From the New York Times:
“Must-watch TV is a rarity these days,” said Mark Shapiro, Endeavor’s president and chief operating officer, who will also have those roles at the new company. “And unicorns like the U.F.C. and W.W.E. will be heavily in demand.”
Some answers, more questions
The impending sale ends an intriguing first quarter of the calendar year that saw McMahon return to the Board with two of his former executives in tow that resulted in several Board members resigning, his daughter Stephanie McMahon departing as co-CEO, and plenty of “palace intrigue” speculation with head of creative and Stephanie’s husband, Paul “Triple H’ Levesque, remaining at WWE.
Throughout the sales process, several companies were linked to buying WWE which included NBCUniversal (owners of USA Network and Peacock) and the Saudi Arabia Public Investment Fund. A rumor shortly after Vince McMahon’s return that had the PIF buying WWE as a done deal caught fire for a night on social media but was debunked in short order.
Wrestlenomics’ Brandon Thurston reported that WWE employees were sent an email announcing the transaction Monday morning and that there will be an all-hands meeting at 4 PM Eastern.
WWE became a publicly traded company on October 19, 1999, selling 11.5 million shares at $17.00/share.
A major part of the WWE financial puzzle are the company’s impending media rights with both NBCUniversal (Raw) and Fox (SmackDown) which are both up in October 2024. The exclusive negotiating window with both entities opened up this weekend with the rights expected to increase substantially — a massive financial benefit for Endeavor. The UFC’s media deal with ESPN is also up in just a few years.
In past earnings calls, Khan has been bullish on WWE’s prospects of a massive increase in revenue due to the presence of streaming providers.
Vince McMahon remaining in power
There was some questions over the past few months that prospective buyers wouldn’t want McMahon to stay around due to the cloud of controversy surrounding his various “hush money” payouts that were uncovered by the Wall Street Journal last summer. McMahon repaid the company $17.4 million for costs related to the investigation last month.

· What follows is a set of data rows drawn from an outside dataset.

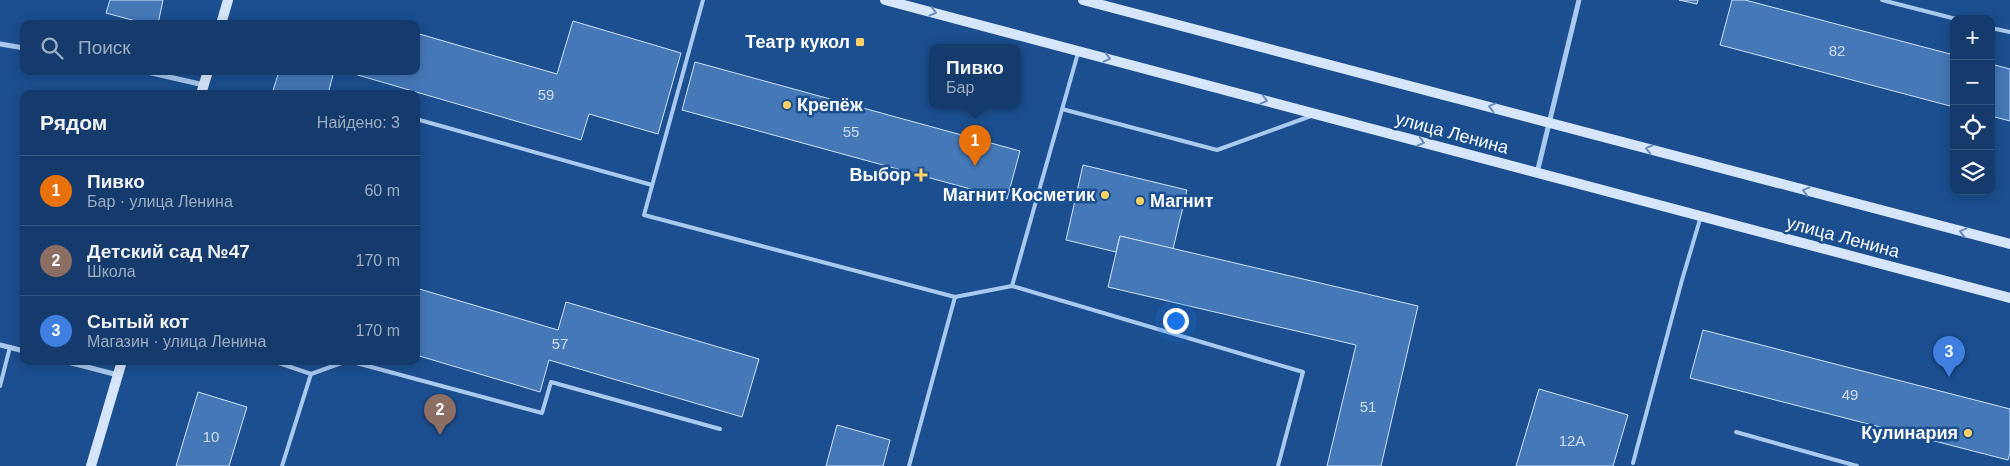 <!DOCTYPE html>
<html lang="ru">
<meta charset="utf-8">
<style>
:root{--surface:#143b6b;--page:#1d4271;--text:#f1f3f6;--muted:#9dadc1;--line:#33557e;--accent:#ffd166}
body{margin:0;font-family:Helvetica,sans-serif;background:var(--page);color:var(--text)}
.controls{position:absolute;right:15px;top:15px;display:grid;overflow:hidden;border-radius:10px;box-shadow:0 2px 12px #0003}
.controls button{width:45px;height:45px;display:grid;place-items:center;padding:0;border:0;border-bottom:1px solid var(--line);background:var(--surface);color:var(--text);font:25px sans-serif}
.you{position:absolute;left:1175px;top:320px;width:18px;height:18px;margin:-12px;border:4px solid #fff;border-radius:50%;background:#1a73e8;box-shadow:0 0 0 8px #1a73e833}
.badge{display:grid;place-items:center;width:32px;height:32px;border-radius:50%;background:var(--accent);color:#fff;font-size:16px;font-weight:700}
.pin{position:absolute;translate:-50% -41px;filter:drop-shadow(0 1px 2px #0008)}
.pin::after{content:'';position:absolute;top:26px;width:18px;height:15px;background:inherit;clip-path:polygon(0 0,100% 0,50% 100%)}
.popup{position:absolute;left:929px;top:44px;width:92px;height:65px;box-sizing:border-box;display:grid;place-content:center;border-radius:10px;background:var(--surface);filter:drop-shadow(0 1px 4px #0005);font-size:16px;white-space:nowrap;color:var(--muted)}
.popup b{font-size:19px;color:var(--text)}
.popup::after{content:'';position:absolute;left:50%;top:100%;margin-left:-10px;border:10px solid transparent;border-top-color:var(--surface)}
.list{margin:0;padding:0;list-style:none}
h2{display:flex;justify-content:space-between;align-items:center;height:65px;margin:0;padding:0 20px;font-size:21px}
h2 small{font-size:16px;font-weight:400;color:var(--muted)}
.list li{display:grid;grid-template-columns:32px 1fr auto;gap:15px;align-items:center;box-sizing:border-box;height:70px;padding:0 20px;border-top:1px solid var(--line)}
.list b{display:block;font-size:19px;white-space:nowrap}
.list p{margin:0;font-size:16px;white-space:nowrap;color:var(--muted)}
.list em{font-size:16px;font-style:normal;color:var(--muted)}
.icon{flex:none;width:28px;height:28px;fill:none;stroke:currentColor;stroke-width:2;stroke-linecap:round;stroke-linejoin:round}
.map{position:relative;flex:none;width:2010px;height:466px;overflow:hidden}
.search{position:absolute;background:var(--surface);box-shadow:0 2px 12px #0003;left:20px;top:20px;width:400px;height:55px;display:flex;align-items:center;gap:12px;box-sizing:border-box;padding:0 18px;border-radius:10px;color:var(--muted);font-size:19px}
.panel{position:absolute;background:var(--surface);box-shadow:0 2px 12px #0003;left:20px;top:90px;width:400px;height:275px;border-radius:10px}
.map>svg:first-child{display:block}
.building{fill:#4478b7;stroke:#cfe3fa}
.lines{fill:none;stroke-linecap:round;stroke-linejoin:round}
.lane{stroke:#a9c9ee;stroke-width:4}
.street{stroke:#a9c9ee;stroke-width:5}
.secondary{stroke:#d6e6fa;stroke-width:10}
.oneway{stroke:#668bba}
.poi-dot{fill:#ffd166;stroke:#1b4f8f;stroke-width:2}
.labels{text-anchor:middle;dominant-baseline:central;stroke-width:5;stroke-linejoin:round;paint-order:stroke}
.number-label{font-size:15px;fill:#d0dded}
.poi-label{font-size:18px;font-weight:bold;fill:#fff;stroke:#1b4f8f;text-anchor:end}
.street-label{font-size:18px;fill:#fff;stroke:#1b4f8f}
</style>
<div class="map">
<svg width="2010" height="466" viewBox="0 0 2010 466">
<rect width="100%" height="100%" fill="#1b4f8f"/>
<g class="building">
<polygon points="110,0 163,0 158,24 147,24 106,13"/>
<polygon points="1679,0 1698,0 1697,4"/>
<polygon points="1732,0 1745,0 1954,55 1954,107 1720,45"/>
<polygon points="573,21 681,53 658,134 589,114 581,140 344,71 416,71 416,33 557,74"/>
<polygon points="695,62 1020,151 1007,199 682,110"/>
<polygon points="1991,64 2010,69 2010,121 1991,116"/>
<polygon points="279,71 334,71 328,94 272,94"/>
<polygon points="1083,165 1187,190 1173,249 1120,236 1116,252 1066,240"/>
<polygon points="1120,236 1418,306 1381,466 1327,466 1356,345 1108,287"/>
<polygon points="416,288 558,330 566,302 759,359 742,417 549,360 540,392 416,355"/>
<polygon points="1703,330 2010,409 2010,453 2008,460 1690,378"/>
<polygon points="1539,389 1628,415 1613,466 1516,466"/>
<polygon points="198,392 247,407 229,466 176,466"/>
<polygon points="837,425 890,440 883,466 826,466"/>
</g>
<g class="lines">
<g class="lane">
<polyline points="703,0 644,215 955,297 1012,286 1078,53"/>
<polyline points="1882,0 1956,19"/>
<polyline points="1991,28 2010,32"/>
<polyline points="1062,109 1217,150 1311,116"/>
<polyline points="416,119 652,185"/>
<polyline points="1012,286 1303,372 1278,466"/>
<polyline points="273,361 311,374 282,466"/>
<polyline points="349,361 542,413 551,382 720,429"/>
<polyline points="311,374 347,361"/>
<polyline points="0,386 10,347"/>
<polyline points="1736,432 1857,466"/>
<polyline points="1633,463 1682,280 1701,216"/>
<polyline points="909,466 955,297"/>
</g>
<g class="street">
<polyline points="0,44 24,48"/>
<polyline points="143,71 204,85"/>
<polyline points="1537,173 1579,0"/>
<polyline points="0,345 24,351"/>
<polyline points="64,361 118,375"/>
</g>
<g class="secondary">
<polyline points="885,0 2010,298"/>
<polyline points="1083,0 2010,244"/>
<polyline points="221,24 228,0"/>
<polyline points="201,94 208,71"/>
<polyline points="91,466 122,361"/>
</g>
</g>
<defs><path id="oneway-chevron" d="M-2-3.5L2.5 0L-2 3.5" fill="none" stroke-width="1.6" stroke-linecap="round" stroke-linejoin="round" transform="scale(1.25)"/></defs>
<g class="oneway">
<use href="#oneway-chevron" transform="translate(933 12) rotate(15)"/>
<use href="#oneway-chevron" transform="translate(1107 58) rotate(15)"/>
<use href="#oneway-chevron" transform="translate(1264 100) rotate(15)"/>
<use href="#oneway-chevron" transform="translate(1492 107) rotate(-165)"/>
<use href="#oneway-chevron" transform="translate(1421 142) rotate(15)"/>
<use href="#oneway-chevron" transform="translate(1649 149) rotate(-165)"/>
<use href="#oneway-chevron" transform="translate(1806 191) rotate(-165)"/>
<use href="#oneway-chevron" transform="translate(1963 232) rotate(-165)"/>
</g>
<g class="poi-dot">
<rect x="855" y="37" width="10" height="10" rx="2.5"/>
<circle cx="787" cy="105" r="5"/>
<path d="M918.5 167.5h5v5h5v5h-5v5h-5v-5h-5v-5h5z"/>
<circle cx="1105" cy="195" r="5"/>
<circle cx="1140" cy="201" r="5"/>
<circle cx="1968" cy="433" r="5"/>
</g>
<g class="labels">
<g class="number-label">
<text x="1837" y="50">82</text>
<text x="546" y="94">59</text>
<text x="851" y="131">55</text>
<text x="560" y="343">57</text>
<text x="1850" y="394">49</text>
<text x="1368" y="406">51</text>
<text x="211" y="436">10</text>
<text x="1572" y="440">12А</text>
</g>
<g class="poi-label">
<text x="850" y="42">Театр кукол</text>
<text x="797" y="105" text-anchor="start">Крепёж</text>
<text x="911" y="175">Выбор</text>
<text x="1095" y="195">Магнит Косметик</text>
<text x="1150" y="201" text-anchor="start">Магнит</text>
<text x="1958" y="433">Кулинария</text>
</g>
<g class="street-label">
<text transform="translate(1452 133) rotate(15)">улица Ленина</text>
<text transform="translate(1843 237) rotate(15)">улица Ленина</text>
</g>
</g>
</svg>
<div class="controls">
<button>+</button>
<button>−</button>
<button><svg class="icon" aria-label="locate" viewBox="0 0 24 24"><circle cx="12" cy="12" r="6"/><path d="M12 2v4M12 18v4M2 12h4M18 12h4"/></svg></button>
<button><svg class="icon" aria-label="layers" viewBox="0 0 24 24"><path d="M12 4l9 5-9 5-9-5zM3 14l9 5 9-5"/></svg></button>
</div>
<div class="you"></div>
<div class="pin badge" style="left:975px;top:166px;background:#e8710a">1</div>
<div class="popup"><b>Пивко</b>Бар</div>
<div class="pin badge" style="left:440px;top:435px;background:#8d6e63">2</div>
<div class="pin badge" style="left:1949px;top:377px;background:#3f7fe0">3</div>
<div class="search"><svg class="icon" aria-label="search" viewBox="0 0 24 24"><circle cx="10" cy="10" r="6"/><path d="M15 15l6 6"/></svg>Поиск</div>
<section class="panel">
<h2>Рядом<small>Найдено: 3</small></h2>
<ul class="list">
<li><span class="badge" style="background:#e8710a">1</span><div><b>Пивко</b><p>Бар · улица Ленина</p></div><em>60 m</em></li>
<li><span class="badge" style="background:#8d6e63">2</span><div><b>Детский сад №47</b><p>Школа</p></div><em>170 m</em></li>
<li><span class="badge" style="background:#3f7fe0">3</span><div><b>Сытый кот</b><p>Магазин · улица Ленина</p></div><em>170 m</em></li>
</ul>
</section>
</div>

In interviews, Khan said repeatedly that McMahon’s post-sale inclusion, or lack thereof, wouldn’t prevent any sale and that he would be willing to step away if required.
With this deal, that will not be the case.
He and UFC head Dana White have an existing relationship and White has gone on record for how much he appreciates McMahon. The two worked together during the time Brock Lesnar was bouncing between both companies and McMahon and family attended a UFC pay-per-view in Las Vegas that took place on the same day that Money in the Bank was held in the same venue.